Nel processo di evoluzione, le cellule hanno sviluppato un meccanismo complesso per riparare i danni che si verificano nel DNA sotto l'influenza di un'ampia varietà di fattori chimici e fisici, nonché a causa di errori di replicazione o ricombinazione. E questo è abbastanza comprensibile: la maggior parte dei danni blocca il trasferimento di informazioni genetiche alla generazione successiva e il resto, se non viene eliminato, rimarrà nei genomi dei discendenti e porterà a cambiamenti drammatici nelle molecole proteiche, inclusi gli enzimi necessario per mantenere la vita della cellula. Quando alcune parti del sistema di riparazione vengono danneggiate, le cellule diventano particolarmente vulnerabili a determinati agenti chimici e fisici. Ad esempio, le cellule di E. coli, in cui il sistema per introdurre rotture nel DNA durante la scissione dei dimeri di timina, è molto sensibile alla luce UV. Le cellule che non sono in grado di eseguire questa o quella reazione della N-glicosilasi sono molto più suscettibili delle cellule normali all'effetto mutageno o letale degli agenti alchilanti o delle radiazioni ionizzanti. Nelle cellule di E. coli difettose in Pol I, la sopravvivenza è significativamente ridotta se irradiate con basse dosi di luce UV.

L'eucariotico inferiore Saccharomyces cerevisiae ha almeno cinque geni che codificano per proteine ​​coinvolte nell'introduzione di rotture nel DNA irradiato dai raggi UV. Un'interruzione in uno solo di questi cinque geni RAD fa sì che le cellule perdano la capacità di introdurre rotture del DNA e quindi rimuovere i dimeri della pirimidina. Nel lievito, ci sono anche mutanti con una ridotta capacità di rimuovere i legami incrociati tra le catene, sebbene l'eliminazione del danno indotto dai raggi UV avvenga normalmente. Ciò suggerisce che nel lievito, come nell'uomo, esistono meccanismi di riparazione specifici e altamente complessi per rimuovere i legami incrociati e possibilmente per correggere molte altre modificazioni chimiche nel DNA.

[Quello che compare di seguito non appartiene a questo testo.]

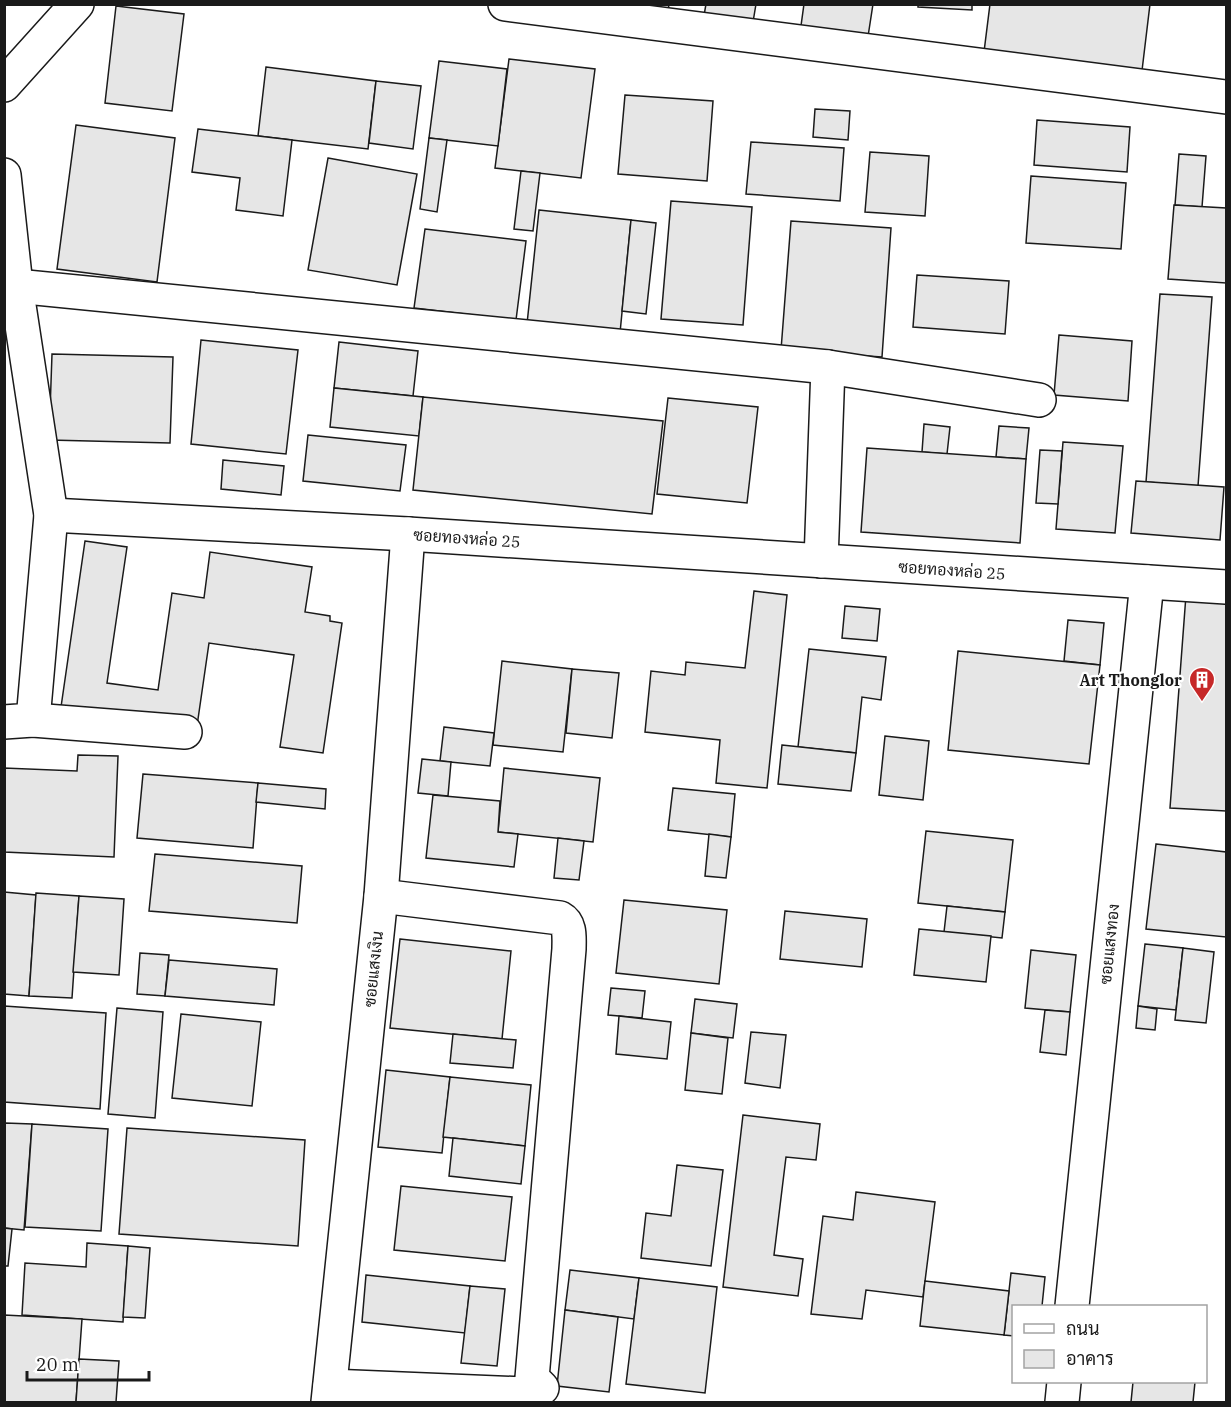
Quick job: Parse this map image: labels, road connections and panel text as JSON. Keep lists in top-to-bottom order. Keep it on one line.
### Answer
{"streets":{"street":["ซอยทองหล่อ 25","ซอยแสงทอง","ซอยแสงเงิน"]},"crossings":[["ซอยทองหล่อ 25","ซอยแสงทอง"],["ซอยทองหล่อ 25","ซอยแสงเงิน"]],"places":{"building":["Art Thonglor"]},"legend":["ถนน","อาคาร"],"scale_bar":"20 m"}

Le persone con xeroderma pigmentoso sono molto sensibili alla luce ultravioletta e si sviluppano forme diverse cancro della pelle anche con pochissima esposizione alla luce solare. Le cellule di questi individui portano una mutazione simile alla mutazione del lievito RAD, in quanto hanno una ridotta capacità di scindere i dimeri della pirimidina dal DNA irradiato dai raggi UV. La malattia potrebbe essere dovuta a una mutazione in uno di almeno nove geni, il che indica un meccanismo piuttosto complesso per la riparazione del DNA contenente dimeri di timina nell'uomo. Di norma, la malattia è associata all'incapacità di scindere i dimeri di timina. Se un enzima con attività di timina dimer glicosilasi ed endonucleasi AP viene aggiunto alle cellule irradiate in coltura, il danno UV può essere eliminato.